First, we note the necessity of adapting to covariate shift. On the left panel below, we plotted three candidate models with different penalties. We see that the optimal choice is different for the source and target distributions. On the interval $[0, 1/2]$ where source data is abundant, a large penalty (cyan) provides a great fit.
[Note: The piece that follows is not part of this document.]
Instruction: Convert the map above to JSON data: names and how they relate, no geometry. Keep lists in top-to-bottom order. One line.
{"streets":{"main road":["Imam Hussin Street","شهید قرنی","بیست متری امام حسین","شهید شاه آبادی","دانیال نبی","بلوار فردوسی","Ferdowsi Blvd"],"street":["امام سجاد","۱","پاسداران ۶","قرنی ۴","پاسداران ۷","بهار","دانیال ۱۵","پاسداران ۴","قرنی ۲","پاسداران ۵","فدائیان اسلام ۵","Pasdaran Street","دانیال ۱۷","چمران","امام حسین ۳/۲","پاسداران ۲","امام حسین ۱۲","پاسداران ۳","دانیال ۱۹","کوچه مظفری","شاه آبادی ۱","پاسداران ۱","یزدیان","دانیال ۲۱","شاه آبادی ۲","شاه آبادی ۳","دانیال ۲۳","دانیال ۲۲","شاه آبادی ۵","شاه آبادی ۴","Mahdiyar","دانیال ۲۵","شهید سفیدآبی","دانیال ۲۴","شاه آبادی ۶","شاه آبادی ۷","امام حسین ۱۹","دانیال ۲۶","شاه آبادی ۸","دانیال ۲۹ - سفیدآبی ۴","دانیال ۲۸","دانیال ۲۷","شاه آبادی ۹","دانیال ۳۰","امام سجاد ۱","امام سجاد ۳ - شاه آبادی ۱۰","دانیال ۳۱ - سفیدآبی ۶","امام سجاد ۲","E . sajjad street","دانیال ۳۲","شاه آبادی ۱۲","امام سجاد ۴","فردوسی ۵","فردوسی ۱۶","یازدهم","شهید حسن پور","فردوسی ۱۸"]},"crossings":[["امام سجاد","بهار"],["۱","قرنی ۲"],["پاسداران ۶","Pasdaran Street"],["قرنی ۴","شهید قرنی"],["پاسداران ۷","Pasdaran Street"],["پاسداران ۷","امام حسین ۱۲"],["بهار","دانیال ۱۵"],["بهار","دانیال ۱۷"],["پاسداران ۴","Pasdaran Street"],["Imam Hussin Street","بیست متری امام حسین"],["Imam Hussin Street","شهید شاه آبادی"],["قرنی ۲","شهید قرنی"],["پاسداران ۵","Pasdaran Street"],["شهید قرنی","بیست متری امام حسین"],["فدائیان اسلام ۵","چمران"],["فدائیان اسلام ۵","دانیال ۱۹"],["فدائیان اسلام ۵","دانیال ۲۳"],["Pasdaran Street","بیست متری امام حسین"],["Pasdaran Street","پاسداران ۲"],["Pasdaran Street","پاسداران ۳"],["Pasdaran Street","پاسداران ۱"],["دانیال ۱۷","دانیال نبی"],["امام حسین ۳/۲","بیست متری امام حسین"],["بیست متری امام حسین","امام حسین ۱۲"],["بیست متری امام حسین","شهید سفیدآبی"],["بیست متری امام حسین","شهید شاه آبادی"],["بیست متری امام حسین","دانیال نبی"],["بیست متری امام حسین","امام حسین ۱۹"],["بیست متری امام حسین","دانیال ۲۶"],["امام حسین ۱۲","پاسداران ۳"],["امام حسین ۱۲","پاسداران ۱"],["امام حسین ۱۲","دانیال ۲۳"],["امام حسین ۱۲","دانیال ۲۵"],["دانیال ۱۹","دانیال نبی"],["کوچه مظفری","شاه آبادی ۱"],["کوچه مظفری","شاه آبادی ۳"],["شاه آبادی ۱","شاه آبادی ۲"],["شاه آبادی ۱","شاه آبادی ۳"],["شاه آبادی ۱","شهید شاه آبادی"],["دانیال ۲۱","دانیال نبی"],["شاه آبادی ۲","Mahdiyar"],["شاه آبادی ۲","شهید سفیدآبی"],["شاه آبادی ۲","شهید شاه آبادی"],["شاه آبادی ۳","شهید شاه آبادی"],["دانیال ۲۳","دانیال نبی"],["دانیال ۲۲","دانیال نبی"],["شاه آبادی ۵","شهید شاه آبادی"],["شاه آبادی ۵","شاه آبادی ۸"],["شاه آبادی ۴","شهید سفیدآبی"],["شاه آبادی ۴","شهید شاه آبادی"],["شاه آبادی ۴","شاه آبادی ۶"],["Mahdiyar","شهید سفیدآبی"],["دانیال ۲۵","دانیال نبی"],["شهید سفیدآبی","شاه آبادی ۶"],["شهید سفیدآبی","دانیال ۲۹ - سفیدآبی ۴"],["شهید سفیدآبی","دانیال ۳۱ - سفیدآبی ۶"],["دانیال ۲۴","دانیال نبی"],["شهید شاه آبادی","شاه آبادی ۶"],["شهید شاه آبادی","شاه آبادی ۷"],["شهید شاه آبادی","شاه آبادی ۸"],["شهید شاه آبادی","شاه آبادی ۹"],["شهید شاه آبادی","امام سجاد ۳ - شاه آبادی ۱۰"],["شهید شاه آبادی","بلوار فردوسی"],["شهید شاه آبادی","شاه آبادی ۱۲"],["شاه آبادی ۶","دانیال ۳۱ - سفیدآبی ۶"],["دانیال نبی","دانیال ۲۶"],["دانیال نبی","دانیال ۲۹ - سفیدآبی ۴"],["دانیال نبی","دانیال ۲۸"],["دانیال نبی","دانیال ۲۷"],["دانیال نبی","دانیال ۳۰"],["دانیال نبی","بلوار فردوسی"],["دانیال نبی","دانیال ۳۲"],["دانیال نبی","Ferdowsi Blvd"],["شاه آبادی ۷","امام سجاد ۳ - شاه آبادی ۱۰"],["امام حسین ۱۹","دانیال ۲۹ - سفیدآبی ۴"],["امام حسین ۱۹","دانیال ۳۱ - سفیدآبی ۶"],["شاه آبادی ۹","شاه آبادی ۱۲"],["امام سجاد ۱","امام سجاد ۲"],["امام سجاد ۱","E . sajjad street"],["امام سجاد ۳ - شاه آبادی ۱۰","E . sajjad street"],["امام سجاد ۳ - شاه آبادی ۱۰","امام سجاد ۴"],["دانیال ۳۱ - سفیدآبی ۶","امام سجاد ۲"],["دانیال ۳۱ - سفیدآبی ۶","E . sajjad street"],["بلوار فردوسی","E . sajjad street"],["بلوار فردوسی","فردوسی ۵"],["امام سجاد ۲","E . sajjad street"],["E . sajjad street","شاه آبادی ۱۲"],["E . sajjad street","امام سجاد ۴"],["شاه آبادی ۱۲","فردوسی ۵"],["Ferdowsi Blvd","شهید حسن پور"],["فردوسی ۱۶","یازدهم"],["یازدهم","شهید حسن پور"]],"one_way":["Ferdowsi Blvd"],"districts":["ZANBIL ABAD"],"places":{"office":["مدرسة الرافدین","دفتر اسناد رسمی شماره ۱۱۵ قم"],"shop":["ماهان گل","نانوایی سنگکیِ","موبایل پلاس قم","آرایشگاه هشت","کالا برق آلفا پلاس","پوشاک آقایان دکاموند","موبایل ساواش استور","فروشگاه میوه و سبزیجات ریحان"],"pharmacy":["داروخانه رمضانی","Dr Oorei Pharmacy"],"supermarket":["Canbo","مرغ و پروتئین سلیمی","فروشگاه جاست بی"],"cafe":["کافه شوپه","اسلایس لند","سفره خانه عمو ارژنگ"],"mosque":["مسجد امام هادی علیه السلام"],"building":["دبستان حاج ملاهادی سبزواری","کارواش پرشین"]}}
However, on the interval $[1/2, 1]$ where source data is sparse but target data is heavily concentrated, this large penalty oversmooths, and a smaller penalty (red) actually performs better for the target domain.

Then on the right panel below, we compare three model selections methods based on different validation datasets:

Naive method (blue): validating on the held-out source data, it selects a suboptimal model that fails to adapt to the target distribution.
Oracle method (cyan): uses true, noiseless target responses.
Proposed method (red): using only the unlabeled target data with our generated soft pseudo-labels, it successfully selects an adaptive model, achieving performance highly comparable to the oracle.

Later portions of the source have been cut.